Roberto Sebastiàn Matta (1911-2002) was one of Chile's best-known painters and an influential figure in the Abstract Expressionism and Surrealism art movement.

He was of Spanish, Basque and French descent. Born in Santiago, Matta was studying architecture and interior design at the Pontificia Universidad Católica de Chile in Santiago, and graduated in 1935. His travels through Europe and the USA led him to meet artists such as Arshile Gorky, René Magritte, Salvador Dalí, André Breton and Le Corbusier. During that time, he joined the Surrealism art movement, which had a profoundly influence on his work.

In 1992, Giuliano Briganti, an Italian historian of art, wrote, that Matta was convinced that "(…)art is something that should help you to become somebody else, it should push you to change yourself". The artist understands this need, our burning desire to change ourselves, but he or she doesn’t give us any hints how to do it, instead, raises questions, which are perceived by each of us differently.

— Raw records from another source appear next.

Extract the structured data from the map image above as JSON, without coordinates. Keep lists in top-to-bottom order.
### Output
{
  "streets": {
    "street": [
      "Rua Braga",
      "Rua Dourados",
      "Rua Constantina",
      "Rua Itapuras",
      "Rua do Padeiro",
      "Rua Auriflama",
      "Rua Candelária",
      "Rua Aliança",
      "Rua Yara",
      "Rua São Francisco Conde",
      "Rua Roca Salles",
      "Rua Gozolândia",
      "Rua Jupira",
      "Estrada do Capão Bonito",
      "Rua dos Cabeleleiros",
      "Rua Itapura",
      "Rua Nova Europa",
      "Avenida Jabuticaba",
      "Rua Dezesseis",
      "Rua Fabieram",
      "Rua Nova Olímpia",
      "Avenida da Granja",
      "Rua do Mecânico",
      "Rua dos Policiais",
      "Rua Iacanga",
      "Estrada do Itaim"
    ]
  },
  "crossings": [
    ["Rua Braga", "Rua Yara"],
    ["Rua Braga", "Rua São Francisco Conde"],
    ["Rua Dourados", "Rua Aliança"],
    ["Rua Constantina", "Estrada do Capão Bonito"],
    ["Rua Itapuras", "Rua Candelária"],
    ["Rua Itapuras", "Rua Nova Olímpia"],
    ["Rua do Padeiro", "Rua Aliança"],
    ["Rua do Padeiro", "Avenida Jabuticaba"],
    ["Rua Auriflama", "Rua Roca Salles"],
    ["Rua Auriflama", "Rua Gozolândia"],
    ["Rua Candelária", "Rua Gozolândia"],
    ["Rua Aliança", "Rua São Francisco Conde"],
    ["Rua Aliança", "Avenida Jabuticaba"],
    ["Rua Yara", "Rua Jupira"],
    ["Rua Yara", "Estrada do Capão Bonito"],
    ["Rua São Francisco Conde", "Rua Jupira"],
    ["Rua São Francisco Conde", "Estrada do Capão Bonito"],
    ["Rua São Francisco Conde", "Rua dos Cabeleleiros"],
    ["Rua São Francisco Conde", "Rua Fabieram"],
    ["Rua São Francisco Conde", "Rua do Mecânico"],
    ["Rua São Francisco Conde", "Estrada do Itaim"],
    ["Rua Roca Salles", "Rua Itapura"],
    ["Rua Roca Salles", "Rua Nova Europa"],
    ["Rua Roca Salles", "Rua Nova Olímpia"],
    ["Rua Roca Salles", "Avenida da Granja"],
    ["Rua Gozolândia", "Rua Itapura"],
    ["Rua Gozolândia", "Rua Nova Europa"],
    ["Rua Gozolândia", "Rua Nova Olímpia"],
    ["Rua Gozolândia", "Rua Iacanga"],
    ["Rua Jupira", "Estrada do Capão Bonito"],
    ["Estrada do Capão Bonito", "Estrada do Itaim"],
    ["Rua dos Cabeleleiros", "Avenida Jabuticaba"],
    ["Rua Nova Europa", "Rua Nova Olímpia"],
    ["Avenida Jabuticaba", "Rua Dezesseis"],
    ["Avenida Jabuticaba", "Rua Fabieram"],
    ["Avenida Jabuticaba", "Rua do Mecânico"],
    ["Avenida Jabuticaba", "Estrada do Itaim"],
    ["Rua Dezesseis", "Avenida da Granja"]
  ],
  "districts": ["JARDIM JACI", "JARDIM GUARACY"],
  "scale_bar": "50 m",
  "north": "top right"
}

Works of Sebastiàn Matta were displayed in most important galleries in the world, from New York to Boston, from Berlin to Stockholm. In the early seventies, his paintings were part of the exhibition ‘For Chile’, displayed in many countries all over the world. The exhibition was an important answer of Chilean artists to the dictatorship in the country of Matta’s origin.

When Matta was in his thirties, he moved to Paris. Later, he was also living in Italy, in Civitavecchia, where he died in 2002.